▸ Description of the task
Search the records below for the word "gradient", then return every line where it appears.

BEGIN Material for the task

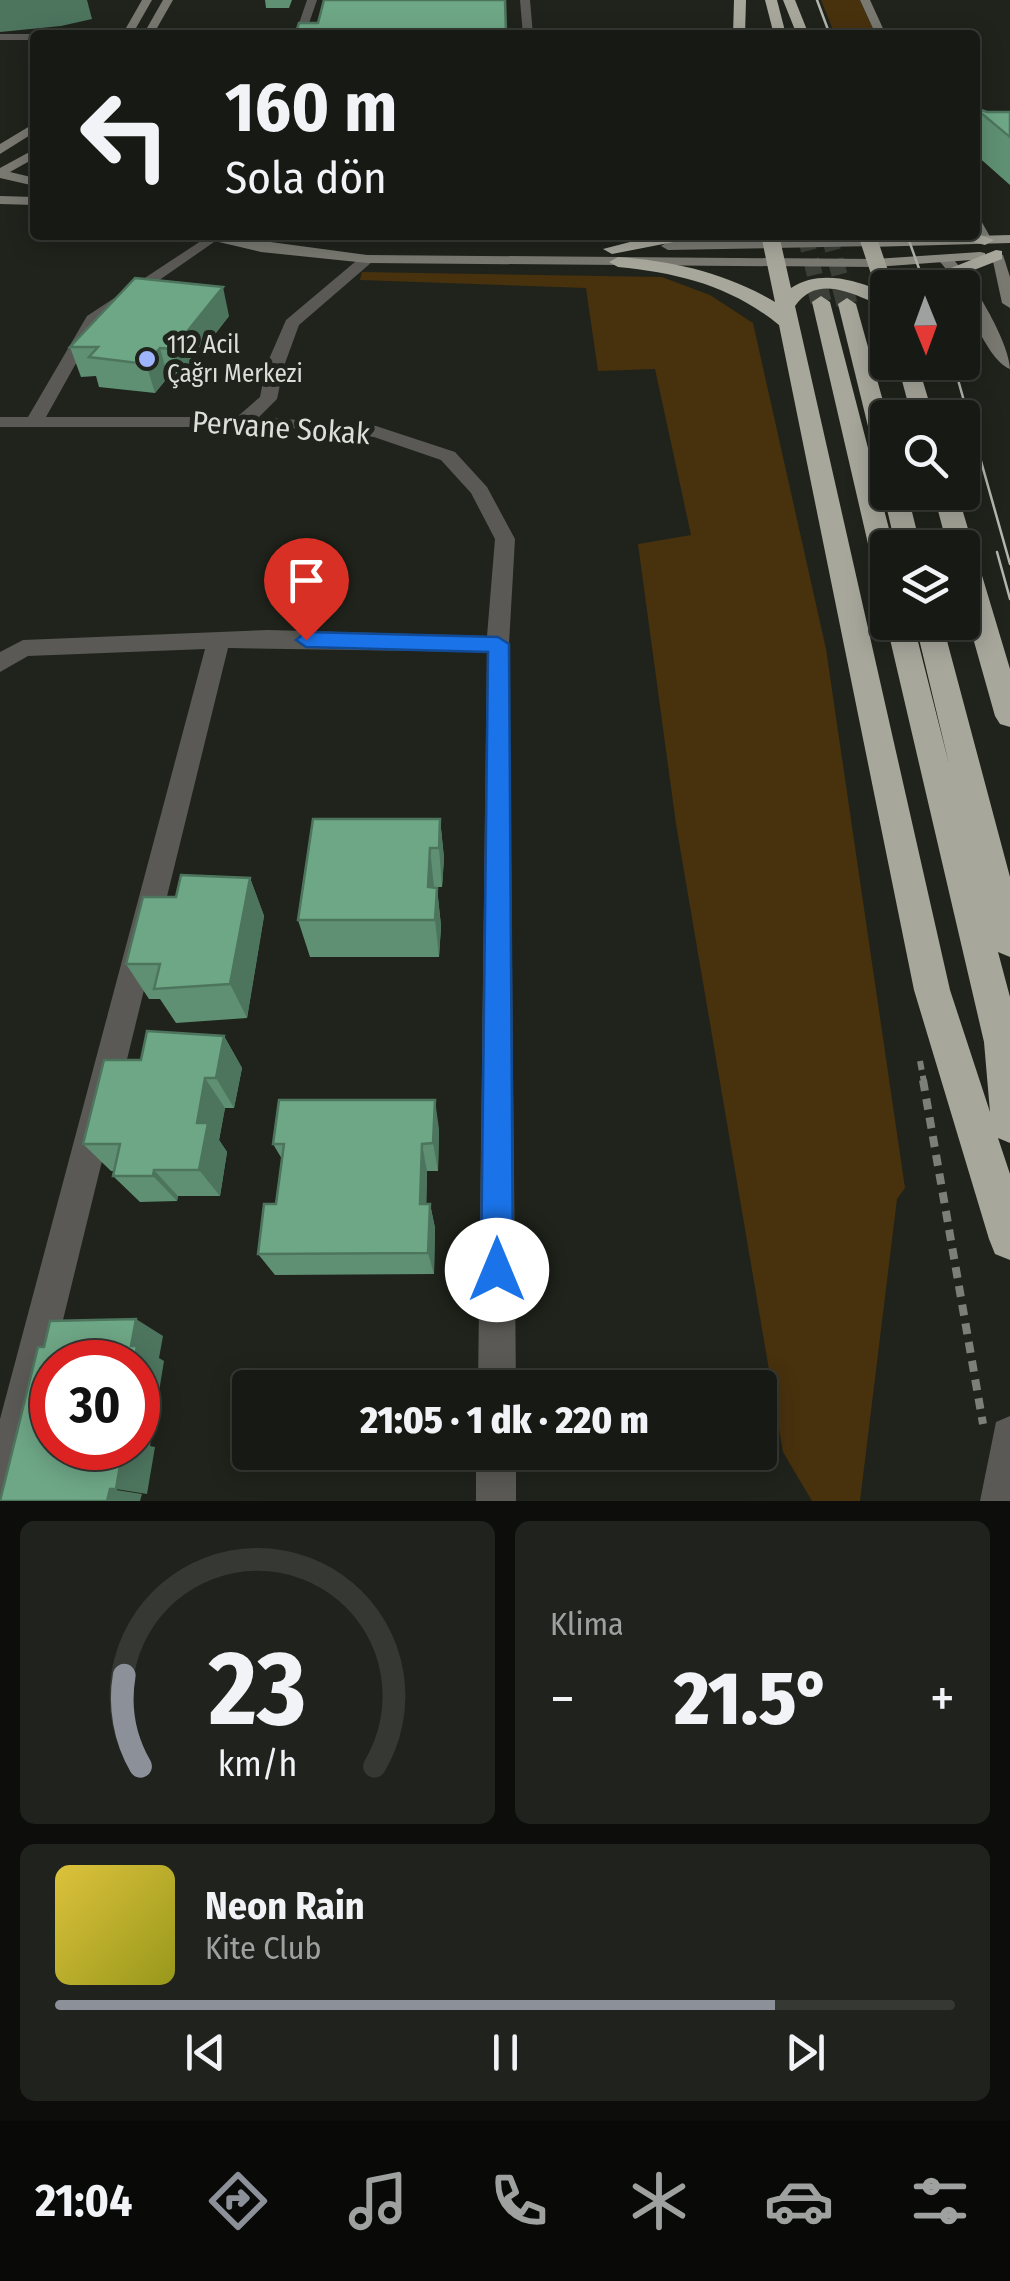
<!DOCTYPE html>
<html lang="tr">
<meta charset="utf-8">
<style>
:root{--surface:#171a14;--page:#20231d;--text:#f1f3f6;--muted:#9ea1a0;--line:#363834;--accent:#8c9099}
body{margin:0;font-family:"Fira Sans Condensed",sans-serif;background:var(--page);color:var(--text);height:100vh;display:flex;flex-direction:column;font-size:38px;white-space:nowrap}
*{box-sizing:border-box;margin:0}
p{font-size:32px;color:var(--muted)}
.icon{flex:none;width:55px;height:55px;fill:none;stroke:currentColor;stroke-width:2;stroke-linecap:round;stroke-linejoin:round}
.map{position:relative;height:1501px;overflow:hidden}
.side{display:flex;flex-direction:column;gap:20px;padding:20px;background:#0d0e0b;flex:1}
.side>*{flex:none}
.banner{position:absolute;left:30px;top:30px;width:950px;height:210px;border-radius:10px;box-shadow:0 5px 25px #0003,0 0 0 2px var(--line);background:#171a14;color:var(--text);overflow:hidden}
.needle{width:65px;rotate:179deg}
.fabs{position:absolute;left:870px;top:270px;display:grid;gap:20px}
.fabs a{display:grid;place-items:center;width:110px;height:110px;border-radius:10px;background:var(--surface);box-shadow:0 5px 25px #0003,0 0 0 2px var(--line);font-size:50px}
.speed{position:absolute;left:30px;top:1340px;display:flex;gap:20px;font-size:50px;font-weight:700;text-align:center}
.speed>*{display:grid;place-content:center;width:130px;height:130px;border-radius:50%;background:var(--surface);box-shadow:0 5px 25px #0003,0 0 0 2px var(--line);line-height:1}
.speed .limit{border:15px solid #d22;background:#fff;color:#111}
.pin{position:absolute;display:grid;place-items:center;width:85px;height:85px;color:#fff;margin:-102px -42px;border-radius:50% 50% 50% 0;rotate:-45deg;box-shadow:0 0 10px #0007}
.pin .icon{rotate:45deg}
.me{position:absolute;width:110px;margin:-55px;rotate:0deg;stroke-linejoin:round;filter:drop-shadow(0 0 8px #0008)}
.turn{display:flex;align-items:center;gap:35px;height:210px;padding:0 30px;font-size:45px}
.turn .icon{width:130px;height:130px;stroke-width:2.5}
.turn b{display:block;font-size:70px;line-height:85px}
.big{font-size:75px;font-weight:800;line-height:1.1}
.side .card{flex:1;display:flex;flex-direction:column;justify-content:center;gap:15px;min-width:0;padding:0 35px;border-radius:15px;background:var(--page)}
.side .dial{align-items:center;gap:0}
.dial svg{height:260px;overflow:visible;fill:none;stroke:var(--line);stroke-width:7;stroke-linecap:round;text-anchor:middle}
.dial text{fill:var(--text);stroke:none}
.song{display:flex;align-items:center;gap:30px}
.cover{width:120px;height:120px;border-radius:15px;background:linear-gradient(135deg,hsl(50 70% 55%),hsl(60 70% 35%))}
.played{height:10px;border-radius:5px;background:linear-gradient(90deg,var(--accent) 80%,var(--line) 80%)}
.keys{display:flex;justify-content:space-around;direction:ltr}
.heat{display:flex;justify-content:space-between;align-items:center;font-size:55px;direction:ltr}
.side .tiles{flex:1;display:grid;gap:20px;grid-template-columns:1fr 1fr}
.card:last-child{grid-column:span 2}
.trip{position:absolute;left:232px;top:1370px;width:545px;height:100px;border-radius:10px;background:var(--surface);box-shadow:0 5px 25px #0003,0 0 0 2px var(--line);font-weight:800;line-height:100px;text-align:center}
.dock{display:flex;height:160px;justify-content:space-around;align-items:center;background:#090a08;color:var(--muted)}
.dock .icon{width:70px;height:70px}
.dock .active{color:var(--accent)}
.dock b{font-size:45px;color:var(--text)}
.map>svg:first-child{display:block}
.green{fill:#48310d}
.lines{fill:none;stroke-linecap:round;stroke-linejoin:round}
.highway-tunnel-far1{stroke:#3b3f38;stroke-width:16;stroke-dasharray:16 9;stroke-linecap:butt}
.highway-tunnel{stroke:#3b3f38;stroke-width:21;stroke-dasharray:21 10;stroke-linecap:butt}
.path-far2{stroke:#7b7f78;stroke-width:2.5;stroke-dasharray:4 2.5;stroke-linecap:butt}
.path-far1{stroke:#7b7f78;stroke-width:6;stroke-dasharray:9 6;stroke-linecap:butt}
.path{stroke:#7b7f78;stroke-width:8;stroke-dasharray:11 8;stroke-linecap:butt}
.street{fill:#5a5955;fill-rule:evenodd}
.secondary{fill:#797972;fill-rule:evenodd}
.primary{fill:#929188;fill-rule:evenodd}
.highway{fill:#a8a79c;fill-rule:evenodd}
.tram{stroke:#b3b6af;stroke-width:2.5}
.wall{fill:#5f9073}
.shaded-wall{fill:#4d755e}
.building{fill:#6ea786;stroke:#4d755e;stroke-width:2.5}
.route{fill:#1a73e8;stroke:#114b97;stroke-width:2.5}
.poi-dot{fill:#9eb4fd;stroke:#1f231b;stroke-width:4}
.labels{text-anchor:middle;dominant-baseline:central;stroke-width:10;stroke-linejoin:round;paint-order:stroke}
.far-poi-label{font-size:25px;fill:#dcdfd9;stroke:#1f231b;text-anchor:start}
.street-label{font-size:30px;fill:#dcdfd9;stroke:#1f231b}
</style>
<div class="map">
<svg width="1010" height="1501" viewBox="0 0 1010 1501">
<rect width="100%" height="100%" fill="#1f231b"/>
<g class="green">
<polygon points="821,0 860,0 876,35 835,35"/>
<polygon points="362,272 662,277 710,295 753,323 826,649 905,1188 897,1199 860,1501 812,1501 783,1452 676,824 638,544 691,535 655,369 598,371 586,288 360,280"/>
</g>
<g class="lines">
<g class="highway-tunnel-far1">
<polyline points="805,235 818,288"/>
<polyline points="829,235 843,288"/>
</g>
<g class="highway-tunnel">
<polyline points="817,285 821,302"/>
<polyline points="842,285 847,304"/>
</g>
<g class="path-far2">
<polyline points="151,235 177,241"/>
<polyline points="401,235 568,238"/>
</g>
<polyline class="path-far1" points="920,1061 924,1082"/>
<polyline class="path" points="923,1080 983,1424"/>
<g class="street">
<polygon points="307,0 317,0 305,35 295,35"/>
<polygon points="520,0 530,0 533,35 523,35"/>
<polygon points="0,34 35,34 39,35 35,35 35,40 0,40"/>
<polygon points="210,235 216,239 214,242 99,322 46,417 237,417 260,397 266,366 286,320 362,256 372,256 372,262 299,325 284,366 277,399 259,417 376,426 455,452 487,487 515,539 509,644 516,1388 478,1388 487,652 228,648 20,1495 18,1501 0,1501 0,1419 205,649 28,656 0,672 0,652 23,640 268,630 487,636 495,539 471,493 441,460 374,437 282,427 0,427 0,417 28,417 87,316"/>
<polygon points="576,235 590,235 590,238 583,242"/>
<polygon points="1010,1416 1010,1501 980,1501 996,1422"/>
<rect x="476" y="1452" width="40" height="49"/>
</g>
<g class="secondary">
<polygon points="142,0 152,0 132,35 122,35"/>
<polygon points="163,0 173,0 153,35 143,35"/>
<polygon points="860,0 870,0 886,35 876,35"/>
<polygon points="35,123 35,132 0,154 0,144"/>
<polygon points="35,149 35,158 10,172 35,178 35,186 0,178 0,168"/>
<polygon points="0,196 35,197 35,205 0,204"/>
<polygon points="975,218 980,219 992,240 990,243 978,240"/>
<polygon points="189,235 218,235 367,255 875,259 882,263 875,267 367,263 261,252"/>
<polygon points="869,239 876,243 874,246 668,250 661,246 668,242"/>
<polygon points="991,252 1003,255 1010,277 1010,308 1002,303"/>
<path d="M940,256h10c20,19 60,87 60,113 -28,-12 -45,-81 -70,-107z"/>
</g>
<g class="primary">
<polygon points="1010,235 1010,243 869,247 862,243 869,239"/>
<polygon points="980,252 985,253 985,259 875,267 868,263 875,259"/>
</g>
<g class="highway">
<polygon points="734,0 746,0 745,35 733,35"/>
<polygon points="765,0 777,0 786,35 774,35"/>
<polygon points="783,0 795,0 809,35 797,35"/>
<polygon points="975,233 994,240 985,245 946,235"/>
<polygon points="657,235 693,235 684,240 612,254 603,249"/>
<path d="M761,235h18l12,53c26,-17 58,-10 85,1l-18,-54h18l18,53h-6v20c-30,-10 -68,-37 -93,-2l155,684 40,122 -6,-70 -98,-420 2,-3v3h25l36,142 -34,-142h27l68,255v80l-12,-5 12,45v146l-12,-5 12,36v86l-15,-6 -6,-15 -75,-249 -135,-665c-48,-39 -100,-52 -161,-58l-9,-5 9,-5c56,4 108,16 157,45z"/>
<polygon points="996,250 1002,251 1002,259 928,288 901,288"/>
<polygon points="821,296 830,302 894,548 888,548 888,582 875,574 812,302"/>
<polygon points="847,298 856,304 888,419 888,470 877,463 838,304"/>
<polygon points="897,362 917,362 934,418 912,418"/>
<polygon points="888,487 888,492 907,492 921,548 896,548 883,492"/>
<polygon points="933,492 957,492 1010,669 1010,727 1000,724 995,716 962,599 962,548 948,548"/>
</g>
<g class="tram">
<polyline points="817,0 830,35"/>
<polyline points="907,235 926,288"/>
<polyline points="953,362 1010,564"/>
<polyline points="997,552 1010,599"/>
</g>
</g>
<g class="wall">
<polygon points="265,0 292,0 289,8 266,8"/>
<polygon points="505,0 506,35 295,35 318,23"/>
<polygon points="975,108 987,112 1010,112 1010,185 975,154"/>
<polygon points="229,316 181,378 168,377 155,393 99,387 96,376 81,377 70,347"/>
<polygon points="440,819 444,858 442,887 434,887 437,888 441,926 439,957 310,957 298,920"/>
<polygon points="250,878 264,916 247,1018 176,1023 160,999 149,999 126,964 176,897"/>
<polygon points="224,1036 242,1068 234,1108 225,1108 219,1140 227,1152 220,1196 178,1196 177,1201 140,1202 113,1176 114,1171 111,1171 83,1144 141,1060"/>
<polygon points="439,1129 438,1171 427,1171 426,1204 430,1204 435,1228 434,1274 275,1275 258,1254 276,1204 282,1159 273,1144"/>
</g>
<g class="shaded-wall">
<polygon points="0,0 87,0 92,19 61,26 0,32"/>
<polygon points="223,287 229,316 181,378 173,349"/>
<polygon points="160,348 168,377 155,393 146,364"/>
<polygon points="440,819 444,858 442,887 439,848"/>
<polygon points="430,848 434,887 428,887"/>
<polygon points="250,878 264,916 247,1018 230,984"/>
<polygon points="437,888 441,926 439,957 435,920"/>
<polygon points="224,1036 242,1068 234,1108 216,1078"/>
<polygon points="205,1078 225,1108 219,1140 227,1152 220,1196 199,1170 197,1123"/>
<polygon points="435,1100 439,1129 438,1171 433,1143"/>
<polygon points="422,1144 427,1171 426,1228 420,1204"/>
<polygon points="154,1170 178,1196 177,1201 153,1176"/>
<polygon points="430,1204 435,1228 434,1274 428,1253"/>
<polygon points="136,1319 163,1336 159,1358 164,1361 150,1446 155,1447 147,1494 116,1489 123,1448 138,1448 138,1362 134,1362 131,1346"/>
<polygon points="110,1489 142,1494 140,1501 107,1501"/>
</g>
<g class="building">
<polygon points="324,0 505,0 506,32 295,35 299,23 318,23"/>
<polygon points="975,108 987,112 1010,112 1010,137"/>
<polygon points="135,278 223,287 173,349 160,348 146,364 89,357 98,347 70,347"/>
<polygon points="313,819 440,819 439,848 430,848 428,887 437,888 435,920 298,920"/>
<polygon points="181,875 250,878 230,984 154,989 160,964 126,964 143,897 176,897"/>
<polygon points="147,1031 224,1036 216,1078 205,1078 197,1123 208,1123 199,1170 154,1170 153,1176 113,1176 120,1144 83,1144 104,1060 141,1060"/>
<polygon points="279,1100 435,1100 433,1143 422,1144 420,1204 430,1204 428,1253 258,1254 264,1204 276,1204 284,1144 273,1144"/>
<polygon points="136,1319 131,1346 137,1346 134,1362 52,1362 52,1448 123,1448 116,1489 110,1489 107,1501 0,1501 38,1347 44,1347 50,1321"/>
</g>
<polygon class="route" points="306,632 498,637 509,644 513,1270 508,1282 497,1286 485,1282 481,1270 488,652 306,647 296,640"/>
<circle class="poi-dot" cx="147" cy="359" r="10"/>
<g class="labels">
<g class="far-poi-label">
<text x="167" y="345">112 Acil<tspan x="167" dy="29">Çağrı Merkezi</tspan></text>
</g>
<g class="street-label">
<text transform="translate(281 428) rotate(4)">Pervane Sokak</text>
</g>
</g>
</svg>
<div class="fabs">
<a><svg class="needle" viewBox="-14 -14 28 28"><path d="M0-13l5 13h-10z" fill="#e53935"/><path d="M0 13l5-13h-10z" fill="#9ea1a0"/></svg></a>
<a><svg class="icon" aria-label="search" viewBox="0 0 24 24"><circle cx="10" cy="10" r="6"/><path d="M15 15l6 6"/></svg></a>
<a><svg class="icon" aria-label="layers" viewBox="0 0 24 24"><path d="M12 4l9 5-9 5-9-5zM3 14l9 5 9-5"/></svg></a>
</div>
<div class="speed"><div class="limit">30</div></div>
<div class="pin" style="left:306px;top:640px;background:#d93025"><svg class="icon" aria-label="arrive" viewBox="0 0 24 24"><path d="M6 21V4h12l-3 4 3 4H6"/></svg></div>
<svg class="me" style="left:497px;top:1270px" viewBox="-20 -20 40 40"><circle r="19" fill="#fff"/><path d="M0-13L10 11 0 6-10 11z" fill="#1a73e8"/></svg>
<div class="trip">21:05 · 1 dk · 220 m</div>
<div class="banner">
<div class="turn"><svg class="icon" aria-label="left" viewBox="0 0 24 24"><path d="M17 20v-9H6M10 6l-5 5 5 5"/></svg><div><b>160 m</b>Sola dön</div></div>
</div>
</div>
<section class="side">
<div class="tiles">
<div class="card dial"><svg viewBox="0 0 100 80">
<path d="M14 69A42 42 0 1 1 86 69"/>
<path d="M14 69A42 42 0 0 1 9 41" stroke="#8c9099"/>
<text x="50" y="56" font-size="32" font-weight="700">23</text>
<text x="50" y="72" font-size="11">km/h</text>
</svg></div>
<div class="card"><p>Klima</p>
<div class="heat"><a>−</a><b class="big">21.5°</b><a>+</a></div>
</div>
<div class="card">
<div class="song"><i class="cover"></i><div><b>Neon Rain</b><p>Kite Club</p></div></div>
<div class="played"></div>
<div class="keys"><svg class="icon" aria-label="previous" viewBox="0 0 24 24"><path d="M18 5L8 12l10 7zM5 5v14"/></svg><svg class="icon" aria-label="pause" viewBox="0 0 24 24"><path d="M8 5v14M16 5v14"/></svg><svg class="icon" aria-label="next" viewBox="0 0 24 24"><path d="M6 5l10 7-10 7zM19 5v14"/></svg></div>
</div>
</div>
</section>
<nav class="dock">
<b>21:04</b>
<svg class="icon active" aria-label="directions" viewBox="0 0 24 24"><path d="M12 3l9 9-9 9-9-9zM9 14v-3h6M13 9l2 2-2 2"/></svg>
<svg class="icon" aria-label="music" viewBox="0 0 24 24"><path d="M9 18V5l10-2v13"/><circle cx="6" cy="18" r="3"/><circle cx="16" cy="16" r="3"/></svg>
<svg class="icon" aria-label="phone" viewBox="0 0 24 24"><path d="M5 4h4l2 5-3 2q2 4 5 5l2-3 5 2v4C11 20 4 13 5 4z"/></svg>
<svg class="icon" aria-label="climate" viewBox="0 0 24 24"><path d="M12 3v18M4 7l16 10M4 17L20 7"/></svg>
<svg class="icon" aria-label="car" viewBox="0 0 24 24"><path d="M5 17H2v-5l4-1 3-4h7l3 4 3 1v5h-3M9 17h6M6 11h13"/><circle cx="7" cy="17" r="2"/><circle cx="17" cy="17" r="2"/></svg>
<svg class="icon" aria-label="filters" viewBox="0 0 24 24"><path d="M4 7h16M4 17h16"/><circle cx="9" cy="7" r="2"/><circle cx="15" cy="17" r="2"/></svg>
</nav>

END Material for the task

▸ The completed task
.cover{width:120px;height:120px;border-radius:15px;background:linear-gradient(135deg,hsl(50 70% 55%),hsl(60 70% 35%))}
.played{height:10px;border-radius:5px;background:linear-gradient(90deg,var(--accent) 80%,var(--line) 80%)}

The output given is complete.